Thomas Wislet exerce ce métier depuis 2016, et a accepté qu’on le piste une journée durant à la sortie de l’hiver, ce qui nous a donné l’occasion d’approcher de plus près la vie sauvage qui caractérise les Hautes Fagnes ainsi que de découvrir quelques zones de la réserve interdites au public. En route, mauvaise troupe!

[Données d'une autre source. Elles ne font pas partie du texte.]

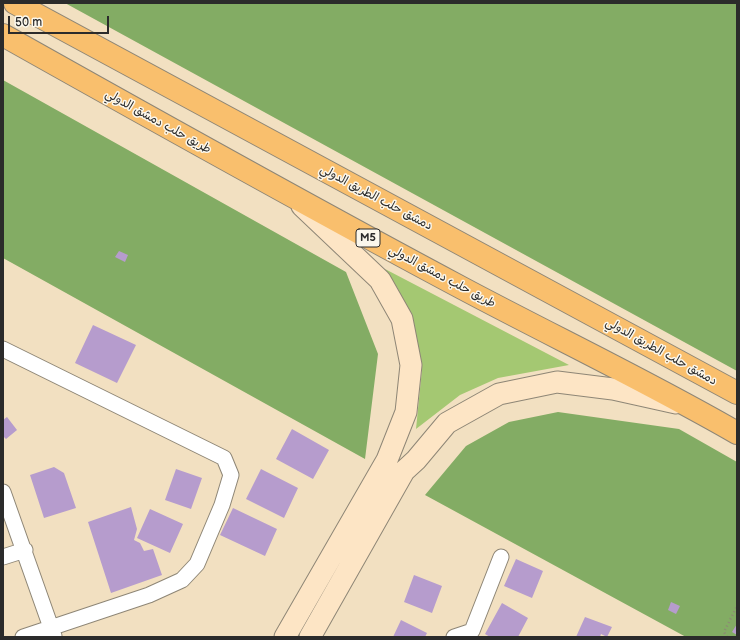 <!DOCTYPE html>
<meta charset="utf-8">
<style>
body{margin:0}
#map{position:relative;width:740px;height:640px;overflow:hidden;background:#f2e0c1;font-family:"Balsamiq Sans",sans-serif}
canvas{display:block}
.frame{position:absolute;inset:0;border:4px solid #2b2b2b;pointer-events:none}
.scale{position:absolute;left:8px;top:16px;width:101px;height:18px;box-sizing:border-box;border:2px solid #2b2b2b;border-top:0;padding-left:5px;font-size:12px;line-height:14px;white-space:nowrap;color:#2b2b2b;-webkit-text-stroke:3px #fbf7ec;paint-order:stroke}
</style>
<div id="map">
<canvas width="740" height="640"></canvas>
<div class="frame"></div>
<div class="scale">50 m</div>
</div>
<script>
const ctx = document.querySelector('canvas').getContext('2d');
ctx.lineJoin = 'round';
function paint(path, color) { ctx.fillStyle = color; ctx.fill(path, 'evenodd'); }
function stroke(path, color, width, dash) { ctx.strokeStyle = color; ctx.lineWidth = width; ctx.lineCap = dash ? 'butt' : 'round'; ctx.setLineDash(dash || []); ctx.stroke(path); }
function write(font, color, halo, rows, align = 'center') {
  ctx.font = font + ' "Balsamiq Sans","Playpen Sans Arabic",sans-serif'; ctx.lineWidth = 3; ctx.setLineDash([]); ctx.textBaseline = 'middle'; ctx.strokeStyle = halo; ctx.fillStyle = color; for (const [text, x, y, turn = 0] of rows) {
    ctx.save(); ctx.translate(x, y); ctx.rotate((+turn || 0) * Math.PI / 180); ctx.textAlign = isNaN(turn) ? turn : align; if (halo) ctx.strokeText(text, 0, 0); ctx.fillText(text, 0, 0); ctx.restore();
  }
}
paint(new Path2D(`
 M385 269 569 365 498 378 460 395 416 429 422 369 412 328 398 289Z`), '#a4c872');
paint(new Path2D(`
 M65 3H737V371Z
 M3 80 346 272 378 354 365 459 3 258Z
 M558 412 679 429 737 462V637H686L425 495 466 446 509 422Z`), '#83ac64');
paint(new Path2D(`
 M119 251 128 255 125 262 115 257Z
 M93 325 136 345 117 383 75 363Z
 M7 417 17 430 6 439 3 436V420Z
 M292 429 329 450 313 479 276 459Z
 M54 467 64 473 76 508 44 518 30 475Z
 M176 469 202 478 191 509 165 500Z
 M261 469 298 488 284 518 246 499Z
 M131 507 137 529 134 540 140 543 144 551 153 549 162 575 111 593 88 522Z
 M233 508 277 529 265 556 220 535Z
 M150 509 183 524 170 553 137 538Z
 M516 559 543 571 532 598 504 586Z
 M414 575 442 586 432 613 404 602Z
 M671 602 680 606 676 614 668 610Z
 M502 603 528 618 518 637H490L485 634Z
 M585 617 612 627 607 637 601 634 600 637H576Z
 M401 620 427 633 425 637H393Z
 M737 624V635L732 632Z`), '#b69ccd');
const street = new Path2D(`
 M3 349 224 458 231 475 222 505 197 564 182 580 149 595 23 637
 M3 492 54 636
 M3 557 25 550
 M454 637 472 631 501 557`);
const secondary = new Path2D(`
 M285 637 387 460 406 412 411 365 402 319 380 280 302 206
 M310 637 404 471 416 460 447 423 499 394 557 382 613 389 676 403`);
const highway = new Path2D(`
 M15 3 737 393
 M3 35C156 121 308 206 462 288 554 337 647 381 737 433`);
stroke(street, '#8e8676', 17);
stroke(secondary, '#8e8676', 23);
stroke(highway, '#8e8676', 24);
stroke(new Path2D(`
 M727 637 724 632 737 606`), '#8e8676', 2.5, [1, 3]);
stroke(street, '#fff', 15);
stroke(secondary, '#fde5c5', 21);
stroke(highway, '#f9bf6d', 22);
for (const [x, y, w] of [
 [368,238,24]
]) { const box = new Path2D(); box.roundRect(x - w / 2, y - 9, w, 18, 3); ctx.fillStyle = '#fbf7ec'; ctx.fill(box); stroke(box, '#2b2b2b', 1); }
write('bold 11px', '#2b2b2b', null, [
 ["M5",368,238]
]);
write('12px', '#2b2b2b', '#fbf7ec', [
 ["طريق حلب دمشق الدولي",158,122,29],
 ["دمشق حلب الطريق الدولي",376,198,28],
 ["طريق حلب دمشق الدولي",442,277,28],
 ["دمشق حلب الطريق الدولي",661,352,29]
]);
</script>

Vis ma vie de garde-forestier

La journée commence à 08h30, avec un ciel brumeux, de la neige, le sourire aux lèvres et un enthousiasme non feint. Thomas nous ouvre les portes de sa Jeep et nous voilà en route vers les profondeurs de la réserve, où la première personne que l’on croise est un vendeur de bois. Pas si surprenant puisqu’une des premières missions de tout garde-forestier est la sylviculture, soit, pour les nuls au Scrabble, la gestion de la forêt sous tous ses angles (environnementaux, économiques et sociétaux). Cela implique notamment le recensement de certaines espèces sauvages, mais également la régulation, entre autres, des espèces exotiques invasives, comme les ratons laveurs par exemple. Ce dernier aspect est malheureusement nécessaire à l’équilibre de l’écosystème qui ne pourrait survivre autrement.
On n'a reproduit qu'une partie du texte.